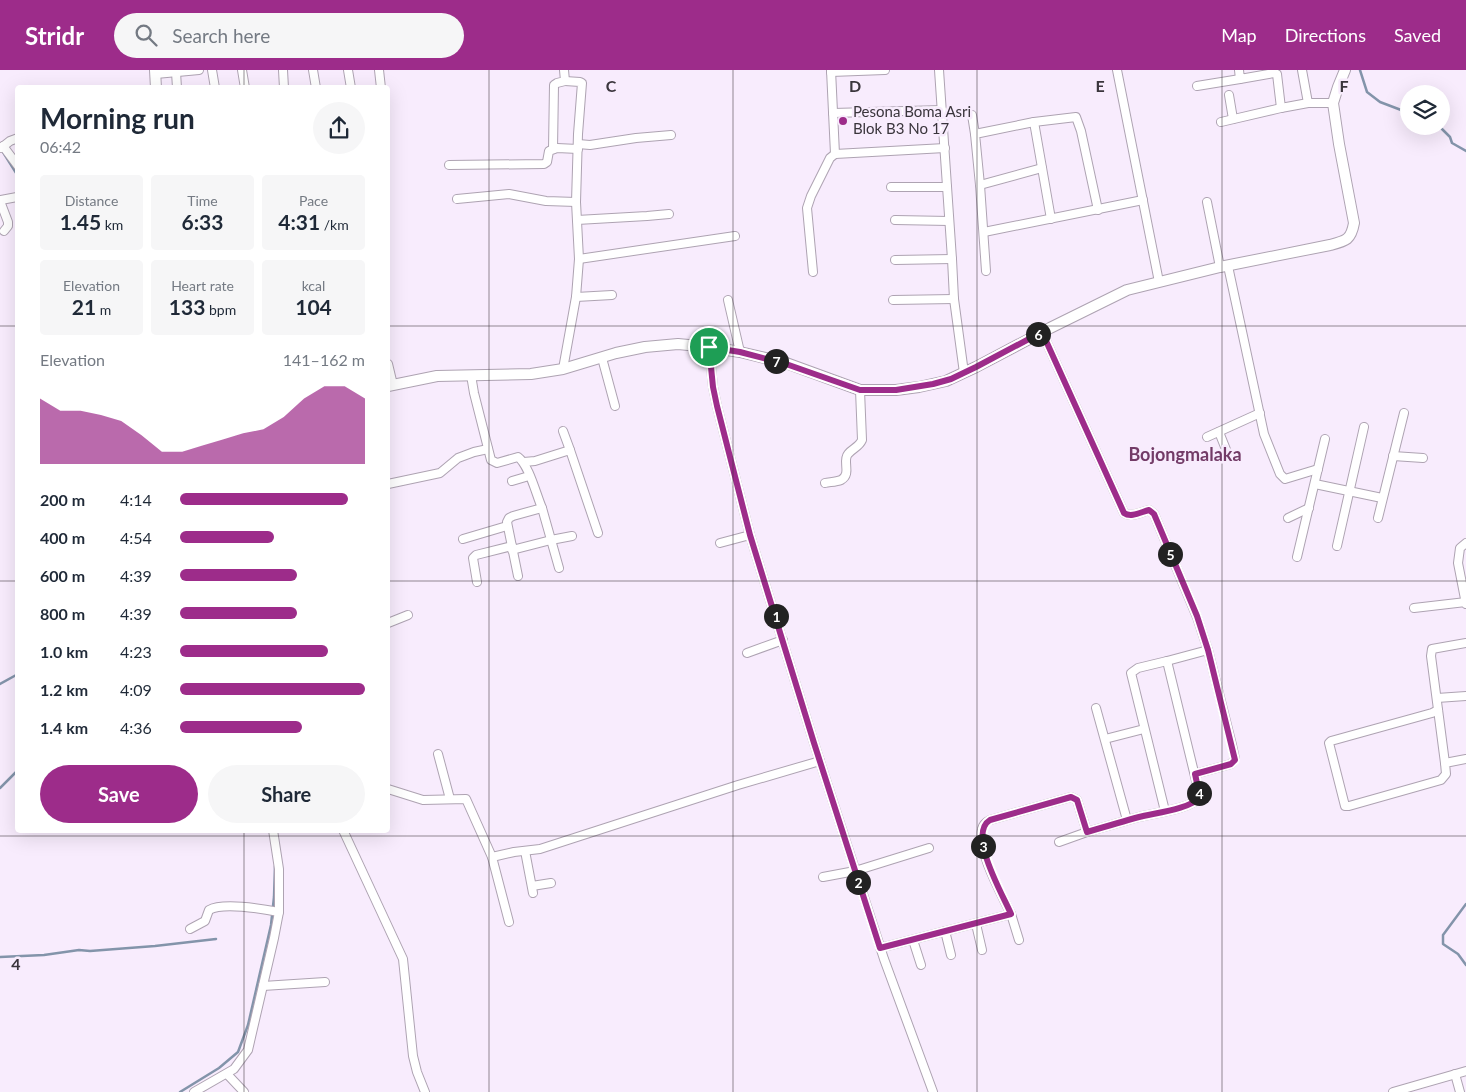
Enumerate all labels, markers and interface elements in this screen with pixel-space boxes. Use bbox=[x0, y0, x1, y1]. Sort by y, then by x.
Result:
* * *
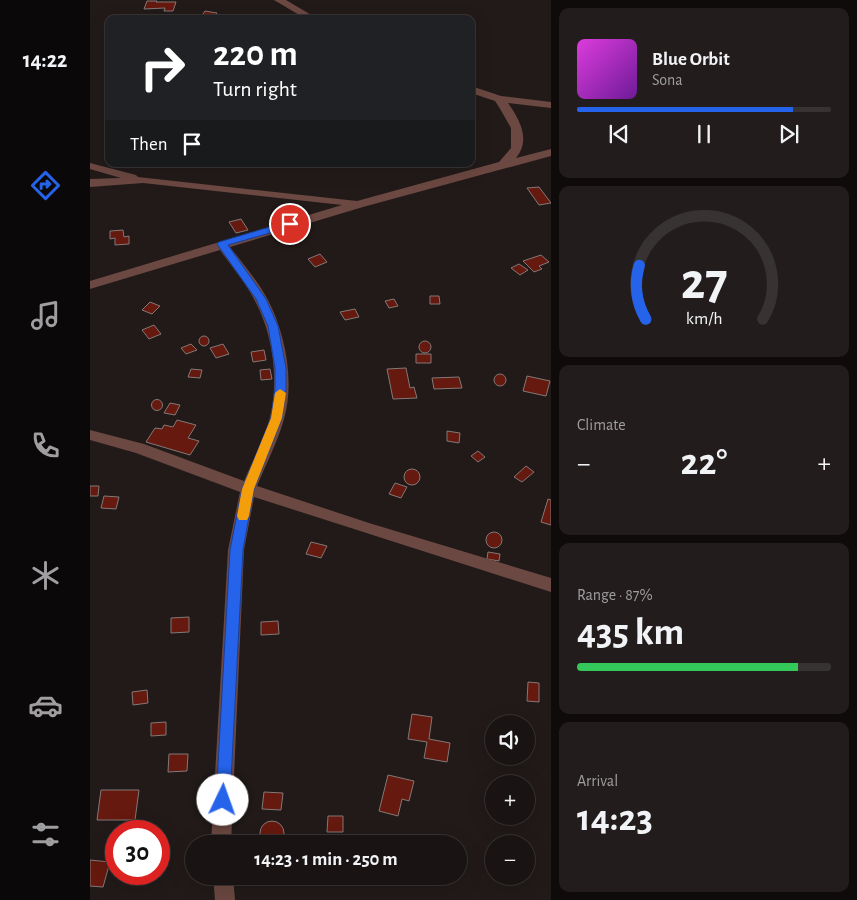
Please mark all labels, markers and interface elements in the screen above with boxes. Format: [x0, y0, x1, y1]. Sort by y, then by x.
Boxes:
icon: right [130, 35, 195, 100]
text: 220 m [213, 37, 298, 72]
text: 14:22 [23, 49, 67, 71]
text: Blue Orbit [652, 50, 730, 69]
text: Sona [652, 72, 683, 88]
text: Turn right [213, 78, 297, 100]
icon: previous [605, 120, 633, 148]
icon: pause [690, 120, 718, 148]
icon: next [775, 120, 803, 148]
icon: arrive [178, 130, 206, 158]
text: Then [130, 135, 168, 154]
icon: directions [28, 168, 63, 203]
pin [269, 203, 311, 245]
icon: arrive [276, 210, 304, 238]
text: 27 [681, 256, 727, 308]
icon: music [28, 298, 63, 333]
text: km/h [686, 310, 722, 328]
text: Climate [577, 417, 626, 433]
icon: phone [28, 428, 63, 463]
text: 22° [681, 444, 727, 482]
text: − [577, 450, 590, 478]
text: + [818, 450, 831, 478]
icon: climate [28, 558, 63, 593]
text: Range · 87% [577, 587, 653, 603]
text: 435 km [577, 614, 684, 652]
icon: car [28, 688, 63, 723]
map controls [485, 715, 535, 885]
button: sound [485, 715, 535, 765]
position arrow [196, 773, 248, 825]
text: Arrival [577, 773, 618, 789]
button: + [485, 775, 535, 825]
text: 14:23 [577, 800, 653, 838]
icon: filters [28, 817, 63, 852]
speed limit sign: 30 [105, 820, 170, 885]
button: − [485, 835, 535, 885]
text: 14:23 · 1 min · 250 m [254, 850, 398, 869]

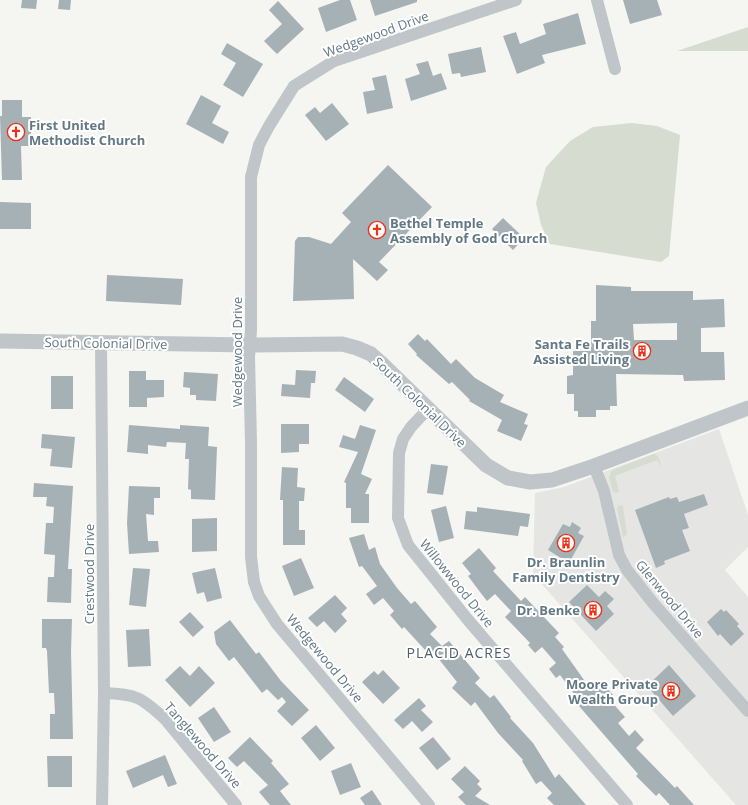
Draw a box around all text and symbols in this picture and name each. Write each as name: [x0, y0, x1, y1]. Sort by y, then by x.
--
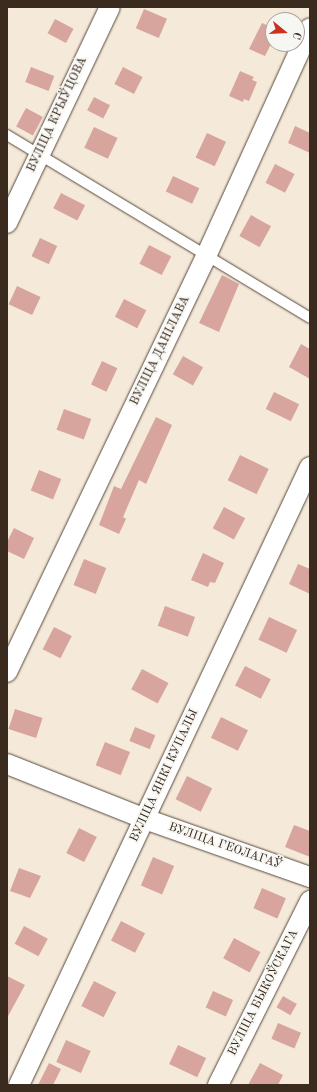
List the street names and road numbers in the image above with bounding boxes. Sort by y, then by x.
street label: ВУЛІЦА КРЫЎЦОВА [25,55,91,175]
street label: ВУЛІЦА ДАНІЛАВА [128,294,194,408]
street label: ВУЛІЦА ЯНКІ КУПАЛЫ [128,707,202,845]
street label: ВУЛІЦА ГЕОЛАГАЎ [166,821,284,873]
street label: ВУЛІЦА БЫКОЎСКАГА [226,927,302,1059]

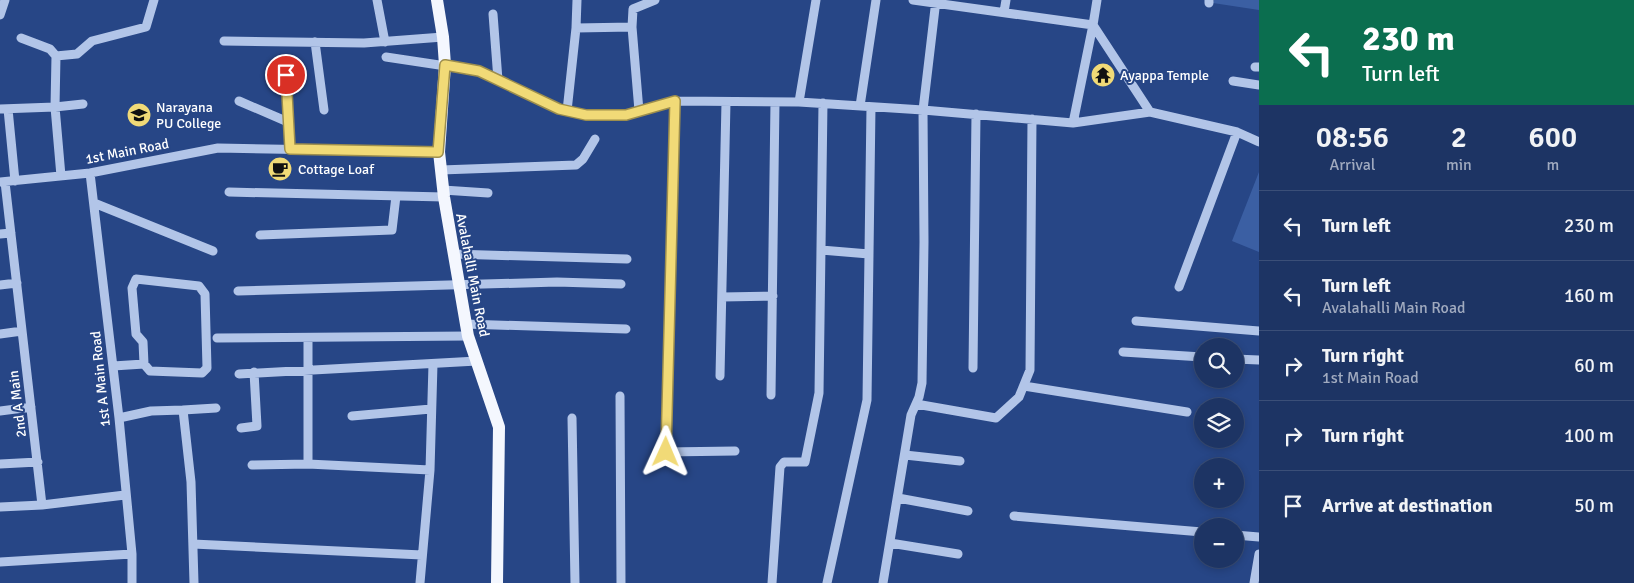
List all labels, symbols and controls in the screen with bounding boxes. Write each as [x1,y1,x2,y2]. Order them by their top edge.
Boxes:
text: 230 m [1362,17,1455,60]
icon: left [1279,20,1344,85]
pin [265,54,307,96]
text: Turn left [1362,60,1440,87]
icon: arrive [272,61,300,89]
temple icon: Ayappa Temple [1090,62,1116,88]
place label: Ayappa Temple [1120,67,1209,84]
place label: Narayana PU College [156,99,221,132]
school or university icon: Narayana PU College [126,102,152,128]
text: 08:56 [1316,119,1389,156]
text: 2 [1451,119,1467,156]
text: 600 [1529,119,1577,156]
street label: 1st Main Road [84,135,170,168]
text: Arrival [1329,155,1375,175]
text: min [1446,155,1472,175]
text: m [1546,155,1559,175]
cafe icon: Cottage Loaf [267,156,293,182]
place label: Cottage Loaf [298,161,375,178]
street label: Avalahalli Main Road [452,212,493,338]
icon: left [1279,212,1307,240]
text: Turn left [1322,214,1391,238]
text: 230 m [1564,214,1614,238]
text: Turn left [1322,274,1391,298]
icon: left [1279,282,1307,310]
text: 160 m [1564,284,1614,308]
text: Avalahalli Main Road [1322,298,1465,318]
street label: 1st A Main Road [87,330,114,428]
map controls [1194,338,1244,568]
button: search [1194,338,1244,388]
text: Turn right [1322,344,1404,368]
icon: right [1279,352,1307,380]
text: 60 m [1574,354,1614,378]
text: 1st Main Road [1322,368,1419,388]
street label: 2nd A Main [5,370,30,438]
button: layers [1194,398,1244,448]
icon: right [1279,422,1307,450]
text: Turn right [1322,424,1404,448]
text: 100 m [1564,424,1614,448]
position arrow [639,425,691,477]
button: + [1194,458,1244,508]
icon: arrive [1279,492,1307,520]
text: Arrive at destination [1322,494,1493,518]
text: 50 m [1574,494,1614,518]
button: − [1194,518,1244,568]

__What you are asked to do__.
Look through the listing and return each line containing the word "this".

__Response area__.
Enumerate all labels, markers and interface elements in this screen with pixel-space boxes. Use bbox=[x0, y0, x1, y1]. Sort by y, then by x.
Draw a box around all text and symbols in this picture and name each. Write each as name: [x0, y0, x1, y1]. Sort by y, then by x.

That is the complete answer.